Planing for my 2016 West Highland Way walk would be easy as I had done the walk three times before so I knew where I wanted to stay and had no trouble finding accommodation at Fort William before I set off, then staying the night at Kinlochleven, Tyndrum, Inverarnan and Balmaha. There is some information about places to stay in my Accommodation page, you can find the link on the left hand side of this page.


Walking in the opposite direction as I had done before would mean that the views would be different, and the snow that was on the hills all around me would give me some spectacular scenery the first few days before I left the hills behind me and walked on more level ground, making sure though to keep turning round to admire the wonderful scenery, taking many photos and videos as I did so. I probably spent at least an hour most days just stopping to take photos, so make sure you keep your camera handy and not in your rucksack.

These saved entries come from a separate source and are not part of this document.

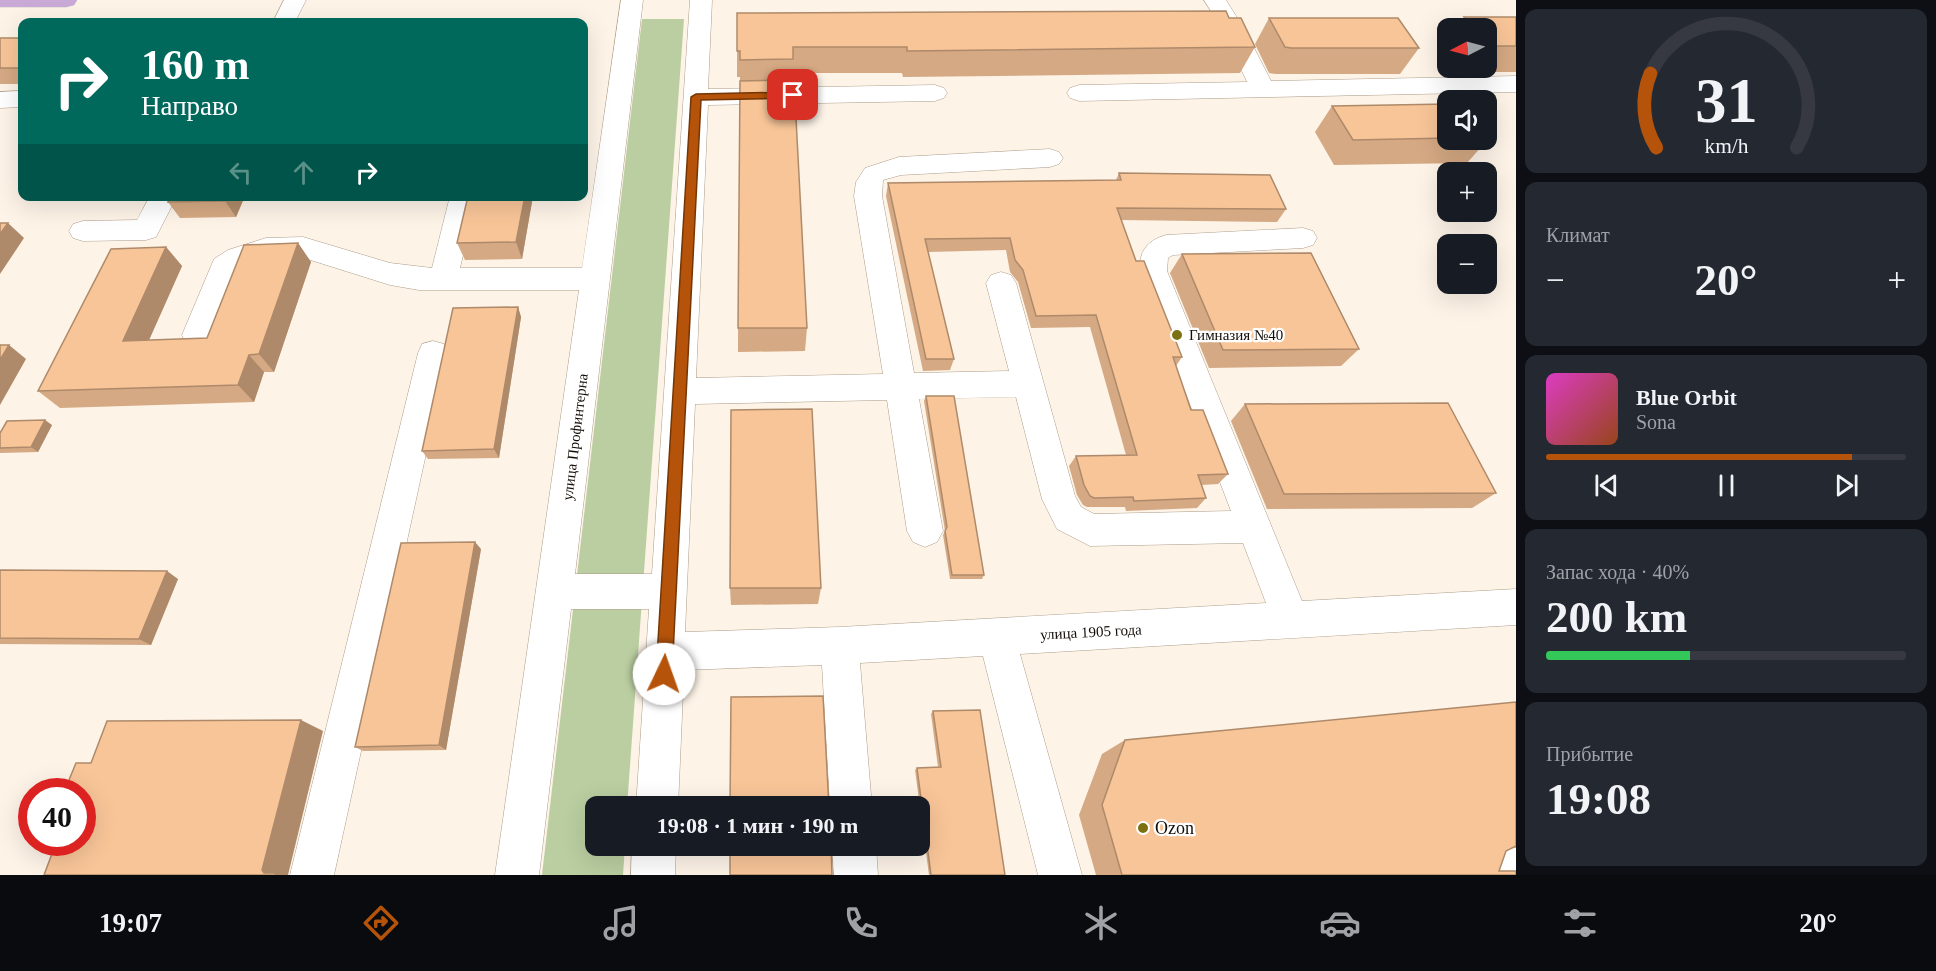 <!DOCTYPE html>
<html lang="ru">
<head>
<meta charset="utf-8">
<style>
  body { margin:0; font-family:Georgia,serif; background:#242831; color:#f1f3f6; height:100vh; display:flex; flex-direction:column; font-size:22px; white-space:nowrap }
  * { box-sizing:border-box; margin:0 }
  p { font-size:20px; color:#9ea1a6 }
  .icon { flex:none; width:33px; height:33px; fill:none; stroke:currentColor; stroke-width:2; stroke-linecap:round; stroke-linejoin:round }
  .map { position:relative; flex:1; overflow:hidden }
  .panel { display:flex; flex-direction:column; gap:9px; padding:9px; background:#0d0f14; width:420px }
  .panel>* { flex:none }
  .banner { position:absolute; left:18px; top:18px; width:570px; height:183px; border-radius:12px; box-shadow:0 6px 24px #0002; background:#00695c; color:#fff; overflow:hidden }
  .needle { width:39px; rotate:264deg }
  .fabs { position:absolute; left:1437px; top:18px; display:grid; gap:12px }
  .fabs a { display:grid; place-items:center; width:60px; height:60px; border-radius:12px; background:#171b24; box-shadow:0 6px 24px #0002; font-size:30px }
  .speed { position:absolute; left:18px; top:778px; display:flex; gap:12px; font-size:30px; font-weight:700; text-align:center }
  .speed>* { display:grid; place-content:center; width:78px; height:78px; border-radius:50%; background:#171b24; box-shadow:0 6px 24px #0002; line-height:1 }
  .speed .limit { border:9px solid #d22; background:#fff; color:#111 }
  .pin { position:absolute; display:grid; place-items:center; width:51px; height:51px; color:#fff; margin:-26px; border-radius:12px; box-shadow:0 3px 9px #0006 }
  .me { position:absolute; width:66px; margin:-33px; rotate:3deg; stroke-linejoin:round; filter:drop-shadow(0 0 4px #0008) }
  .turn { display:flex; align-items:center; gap:21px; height:126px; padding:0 24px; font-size:27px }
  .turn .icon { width:78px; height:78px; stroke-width:2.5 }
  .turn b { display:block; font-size:42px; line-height:51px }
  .lanes { display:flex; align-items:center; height:57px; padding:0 24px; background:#0003; justify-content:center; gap:30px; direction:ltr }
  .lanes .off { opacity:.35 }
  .big { font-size:45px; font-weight:600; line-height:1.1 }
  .panel .tile { flex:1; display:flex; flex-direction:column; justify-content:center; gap:9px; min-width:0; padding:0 21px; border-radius:12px; background:#242831 }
  .panel .dial { align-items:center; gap:0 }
  .dial svg { height:156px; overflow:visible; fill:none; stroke:#363941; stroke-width:7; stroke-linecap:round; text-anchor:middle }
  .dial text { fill:#f1f3f6; stroke:none }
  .song { display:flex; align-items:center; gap:18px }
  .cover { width:72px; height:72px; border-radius:9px; background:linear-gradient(135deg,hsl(310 70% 55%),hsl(20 70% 35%)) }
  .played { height:6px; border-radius:3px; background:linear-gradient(90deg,#b45309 85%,#363941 85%) }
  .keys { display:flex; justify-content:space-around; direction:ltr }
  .heat { display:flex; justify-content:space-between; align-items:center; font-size:33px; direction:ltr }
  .charge { height:9px; border-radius:4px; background:linear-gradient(90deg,#34c759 40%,#363941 0) }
  .trip { position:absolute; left:585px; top:796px; width:345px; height:60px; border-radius:12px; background:#171b24; box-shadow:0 6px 24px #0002; font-weight:600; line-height:60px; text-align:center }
  .menu { display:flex; height:96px; justify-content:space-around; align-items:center; background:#090b0e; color:#9ea1a6 }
  .menu .icon { width:42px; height:42px }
  .menu .active { color:#b45309 }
  .menu b { font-size:27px; color:#f1f3f6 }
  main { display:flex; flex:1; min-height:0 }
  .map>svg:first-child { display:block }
  .green { fill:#bacea1 }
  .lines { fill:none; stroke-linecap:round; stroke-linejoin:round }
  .minor-casing { stroke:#ad9d8a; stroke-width:1 }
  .major-casing { stroke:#d5d3d2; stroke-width:1 }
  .minor { fill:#fff; fill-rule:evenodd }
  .major { fill:#c9a9d6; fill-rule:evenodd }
  .wall { fill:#d5a983 }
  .shaded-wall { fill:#ae8a6a }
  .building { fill:#f8c598; stroke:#ae8a6a; stroke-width:1.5 }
  .route { fill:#b45309; stroke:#753606; stroke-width:1.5 }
  .poi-dot { fill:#7b7111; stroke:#fff; stroke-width:2 }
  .labels { text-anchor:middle; stroke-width:4.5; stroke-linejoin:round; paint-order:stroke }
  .poi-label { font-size:15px; fill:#130d07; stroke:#fff; text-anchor:start }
  .street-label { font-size:15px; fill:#130d07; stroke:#fff }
  .near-poi-label { font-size:18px; fill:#130d07; stroke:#fff; text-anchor:start }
</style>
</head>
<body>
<main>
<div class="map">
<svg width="1516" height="875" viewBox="0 0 1516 875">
  <rect width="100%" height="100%" fill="#fdf3e7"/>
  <path class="green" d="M642 19H684L627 807H596V846H625L623 875H542Z"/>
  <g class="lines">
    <defs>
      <g id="minor">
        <path d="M284 0H306L295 22H273Z"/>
        <path d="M621 0H643L575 574H652L690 0H712L708 89 935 85 944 88 947 93 944 98 935 101 708 105 696 378 883 374 854 196 856 182 865 168 899 157 1050 149 1059 152 1063 158 1059 164 1050 167 901 175 883 180 882 196 914 373 1009 371 986 283 991 275 1001 272 1011 275 1016 283 1075 496 1081 507 1094 514 1231 511 1139 271C1140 251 1146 241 1166 235L1303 228 1313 231 1317 238 1313 245 1303 248 1173 255 1168 258 1167 271 1302 601 1516 589V625L1020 654 1082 875H1038L983 656 860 663 872 807H830L822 665 684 670 678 807H636L649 609H571L539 875H495L579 290H419L390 285 301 257 267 258 248 264 236 273 208 343 197 347 186 343 182 335 214 259 228 250 266 238 303 237 390 263 432 268 450 196H477L460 268H582ZM1016 397 1042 499 1057 529 1090 546 1243 543 1266 603 840 627 685 632 695 404 887 400 907 531 913 542 925 547 937 542 943 531 919 399Z"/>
        <path d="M1204 0H1226L1246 32 1271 81 1516 76V92L1079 101 1070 98 1067 93 1070 88 1079 85 1247 82 1224 32Z"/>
        <path d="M22 91V107L0 108V92Z"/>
        <path d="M150 196H177L156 237 146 240 83 241 73 238 69 231 73 224 83 221 137 220Z"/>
        <path d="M433 341 444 344 448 353 334 875H290L418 353 422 344Z"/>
        <path d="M632 846H676L675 875H631Z"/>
        <path d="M832 846H876L878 875H834Z"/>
        <path d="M1516 848V875H1451L1458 860 1473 853Z"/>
      </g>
      <path id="major" d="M0 0H77L74 5 66 7H0Z"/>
    </defs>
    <use href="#minor" class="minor-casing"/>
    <use href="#major" class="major-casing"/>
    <use href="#minor" class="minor"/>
    <use href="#major" class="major"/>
  </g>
  <g class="wall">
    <path d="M1464 17H1516V72H1466L1462 68H1486V28H1455Z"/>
    <path d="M1229 18 1255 47 1240 73 903 77 902 73H793L807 328 805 351 738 352V328L740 81V77H737V51Z"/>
    <path d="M1269 18 1419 48 1400 74H1276L1269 73 1255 44Z"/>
    <rect x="0" y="38" width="22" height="46"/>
    <path d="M1448 39V48L1444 44Z"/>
    <path d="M1448 104V140H1486V133L1490 137 1467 163 1334 165 1315 132 1332 106Z"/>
    <path d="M1119 173 1286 209 1277 222 1121 220 1136 261 1182 357 1176 366 1191 410 1228 474 1218 484 1202 485 1206 498 1197 508 1126 511 1125 507H1087L1083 505 1077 495 1069 466 1076 456 1126 455 1090 327 1031 328 1018 282 1010 272 1006 250 928 252 954 359 950 370 923 371 886 196 888 183 1116 180Z"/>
    <path d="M245 196 236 217 180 218 168 202Z"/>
    <path d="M533 196 522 259 465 260 457 243Z"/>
    <path d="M298 243 311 262 274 372H264L254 402 60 408 38 391 166 247 182 266 149 340 207 338Z"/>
    <path d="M1182 254 1359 349 1341 366 1209 368 1170 273Z"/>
    <path d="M518 307 521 317 499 458 428 459 422 451Z"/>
    <path d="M926 396 984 575 982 579H950L943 535 945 531 924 401Z"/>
    <path d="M1245 404 1496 493 1472 508 1267 509 1231 421Z"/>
    <path d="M52 425 38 452 0 453V433Z"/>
    <path d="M481 549 446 750 363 751 355 747Z"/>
    <path d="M0 570 178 579 151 645 0 644Z"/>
    <path d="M730 588H821L818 604 731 605Z"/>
    <path d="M933 711 1005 875H929L915 770 917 768 938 767 931 714Z"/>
    <path d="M1125 740 1506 851 1499 871 1516 875H1096L1079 815 1102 754Z"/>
  </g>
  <g class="shaded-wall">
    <path d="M227 196H245L236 217 225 201Z"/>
    <path d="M525 196H533L522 259 516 242Z"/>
    <path d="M8 223 24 238 0 274V234Z"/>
    <path d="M298 243 311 262 274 372 259 354Z"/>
    <path d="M166 247 182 266 141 358 123 341Z"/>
    <path d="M518 307 521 317 499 458 494 449Z"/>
    <path d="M9 345 26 359 0 405V360Z"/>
    <path d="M249 355 264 372 254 402 238 385Z"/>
    <path d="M45 420 52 425 38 452 31 447Z"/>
    <path d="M475 542 481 549 446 750 439 745Z"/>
    <path d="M167 571 178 579 151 645 139 639Z"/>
    <path d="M301 720 323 731 288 875H275L264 873 262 870Z"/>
  </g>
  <g class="building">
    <path d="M1226 11 1229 18H1241L1255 47 907 51V47H793V59L740 60V51H737V13Z"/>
    <path d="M1464 17H1516V46H1487L1486 28H1473Z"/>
    <path d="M1269 18H1398L1419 48H1291L1285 47Z"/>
    <rect x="0" y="38" width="22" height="30"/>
    <path d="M794 80 807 328H738L740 81Z"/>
    <path d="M1448 104V138L1353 140 1332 106Z"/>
    <path d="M1119 173 1270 175 1286 209 1117 208 1136 261H1144L1182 357H1173L1191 410H1203L1228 474 1198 475 1206 498 1134 501 1133 497 1094 498 1090 496 1084 485 1076 456 1137 455 1096 315 1036 316 1023 270 1015 260 1010 238 925 239 954 359H926L888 183 1121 180Z"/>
    <path d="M171 196H227L225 201 168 202Z"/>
    <path d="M468 196H525L516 242 457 243Z"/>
    <path d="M0 223H8L0 234Z"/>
    <path d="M298 243 259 354 249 355 238 385 38 391 111 249 166 247 123 341 207 338 244 245Z"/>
    <path d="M1311 253 1359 349 1223 350 1182 254Z"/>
    <path d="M518 307 494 449 422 451 453 308Z"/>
    <path d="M0 345H9L0 360Z"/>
    <path d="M926 396H954L984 575H952L945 531 947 527Z"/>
    <path d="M1448 403 1496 493 1284 494 1245 404Z"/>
    <path d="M812 409 821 588H730L731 410Z"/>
    <path d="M45 420 31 447 0 448V433L7 421Z"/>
    <path d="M475 542 439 745 355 747 401 543Z"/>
    <path d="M0 570 167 571 139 639 0 638Z"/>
    <path d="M823 696 829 807H730L731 697Z"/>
    <path d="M1516 702V846L1506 851 1499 871H1516V875H1122L1102 805 1125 740Z"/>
    <path d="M980 710 1005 875H931L917 768 941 767 933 711Z"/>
    <path d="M301 720 262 870 264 873H275V875H44L56 843H82V792H64L76 763H91L107 721Z"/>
    <path d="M730 846H831L832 875H730Z"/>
  </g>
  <path class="route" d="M793 92 796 93V98L701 100 672 674 670 680 664 682 658 680 656 674 691 97 696 94Z"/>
  <g class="poi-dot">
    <circle cx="1177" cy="335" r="6"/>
    <circle cx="1143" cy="828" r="6"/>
  </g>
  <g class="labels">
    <g class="poi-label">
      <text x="1189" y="340">Гимназия №40</text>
    </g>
    <g class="street-label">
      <text transform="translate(575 437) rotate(-83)" y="5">улица Профинтерна</text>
      <text transform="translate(1091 632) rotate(-3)" y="5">улица 1905 года</text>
    </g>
    <g class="near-poi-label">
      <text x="1155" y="834">Ozon</text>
    </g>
  </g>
</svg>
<div class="fabs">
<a><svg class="needle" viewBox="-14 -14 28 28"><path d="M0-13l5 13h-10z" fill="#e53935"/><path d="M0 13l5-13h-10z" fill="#9ea1a6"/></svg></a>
<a><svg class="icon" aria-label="sound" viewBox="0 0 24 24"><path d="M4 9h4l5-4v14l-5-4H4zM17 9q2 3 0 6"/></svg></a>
<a>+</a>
<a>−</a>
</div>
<div class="speed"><div class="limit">40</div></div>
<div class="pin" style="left:793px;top:95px;background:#d93025"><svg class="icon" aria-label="arrive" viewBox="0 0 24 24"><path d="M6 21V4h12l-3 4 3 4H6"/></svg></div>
<svg class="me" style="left:664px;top:674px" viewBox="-20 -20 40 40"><circle r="19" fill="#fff"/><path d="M0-13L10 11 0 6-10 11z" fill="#b45309"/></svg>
<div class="trip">19:08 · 1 мин · 190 m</div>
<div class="banner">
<div class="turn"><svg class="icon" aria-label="right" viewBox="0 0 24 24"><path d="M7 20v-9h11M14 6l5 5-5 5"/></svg><div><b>160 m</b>Направо</div></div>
<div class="lanes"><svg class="icon off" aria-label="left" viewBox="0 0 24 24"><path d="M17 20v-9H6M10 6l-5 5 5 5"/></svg><svg class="icon off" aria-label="ahead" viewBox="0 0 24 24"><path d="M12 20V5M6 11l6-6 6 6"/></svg><svg class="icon" aria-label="right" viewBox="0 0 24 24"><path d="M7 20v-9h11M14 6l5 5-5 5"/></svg></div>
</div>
</div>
<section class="panel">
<div class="tile dial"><svg viewBox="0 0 100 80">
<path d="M14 69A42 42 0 1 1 86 69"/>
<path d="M14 69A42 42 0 0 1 11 31" stroke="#b45309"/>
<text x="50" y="56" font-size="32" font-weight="700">31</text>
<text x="50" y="72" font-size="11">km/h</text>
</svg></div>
<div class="tile"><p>Климат</p>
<div class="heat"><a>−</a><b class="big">20°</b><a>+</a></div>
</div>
<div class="tile">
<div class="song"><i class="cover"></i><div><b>Blue Orbit</b><p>Sona</p></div></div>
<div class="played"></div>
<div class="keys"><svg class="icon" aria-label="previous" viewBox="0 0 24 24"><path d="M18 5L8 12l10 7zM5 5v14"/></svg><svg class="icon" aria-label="pause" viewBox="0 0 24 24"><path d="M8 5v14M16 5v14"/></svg><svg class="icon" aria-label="next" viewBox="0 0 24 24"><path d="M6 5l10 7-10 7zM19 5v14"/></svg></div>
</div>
<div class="tile"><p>Запас хода · 40%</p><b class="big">200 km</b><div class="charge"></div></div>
<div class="tile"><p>Прибытие</p><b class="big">19:08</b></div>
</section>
</main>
<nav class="menu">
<b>19:07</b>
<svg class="icon active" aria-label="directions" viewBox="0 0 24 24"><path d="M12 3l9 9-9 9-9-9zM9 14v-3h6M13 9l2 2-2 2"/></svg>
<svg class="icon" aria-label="music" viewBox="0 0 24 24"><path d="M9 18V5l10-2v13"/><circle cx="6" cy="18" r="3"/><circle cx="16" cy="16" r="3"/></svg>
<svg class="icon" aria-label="phone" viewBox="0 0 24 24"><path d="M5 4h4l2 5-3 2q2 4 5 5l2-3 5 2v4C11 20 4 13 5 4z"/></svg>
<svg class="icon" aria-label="climate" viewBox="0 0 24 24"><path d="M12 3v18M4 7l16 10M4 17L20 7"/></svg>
<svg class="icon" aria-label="car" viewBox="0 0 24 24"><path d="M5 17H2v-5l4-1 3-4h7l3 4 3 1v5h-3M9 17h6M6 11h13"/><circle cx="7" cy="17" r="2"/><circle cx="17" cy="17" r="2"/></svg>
<svg class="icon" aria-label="filters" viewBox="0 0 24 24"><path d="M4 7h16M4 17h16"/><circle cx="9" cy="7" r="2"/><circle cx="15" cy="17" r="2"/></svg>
<b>20°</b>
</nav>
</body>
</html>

The lovely Loch Lomond from near Inverarnan

I also hoped to get a couple of good days of weather at the start of the walk and I could not have wished for two better days. Bright sunshine meant that I got great views all around and my photos just don't express just how beautiful the scenery was, especially from the higher points in the first couple of days where I spent part of these days walking in the snow wearing Microspikes, a very worthwhile buy as it felt like I was just walking on a normal path, not slipping once as I walked up and down snow covered paths, while others around me were slipping often. The weather was so good that I even walked an extra six miles on Day 2 to take in the scenery and also to give myself less mileage the next day when rain was forecast for the full day, it was one of those days when you just wanted to keep walking.


I have always enjoyed the West Highland Way but this time it was even better than before, partly due to it being quieter but mostly because of how beautiful this part of Scotland is at that time of year. Just taking the train to Fort William is an experience you should take as the train winds it's way past Loch Lomond and then through the Highlands to Fort William, with snow covered hills either side of you and a carriage full of passengers taking photos all the time, truly a wonderful journey to take before starting the West Highland Way from Fort William down to Milngavie near Glasgow.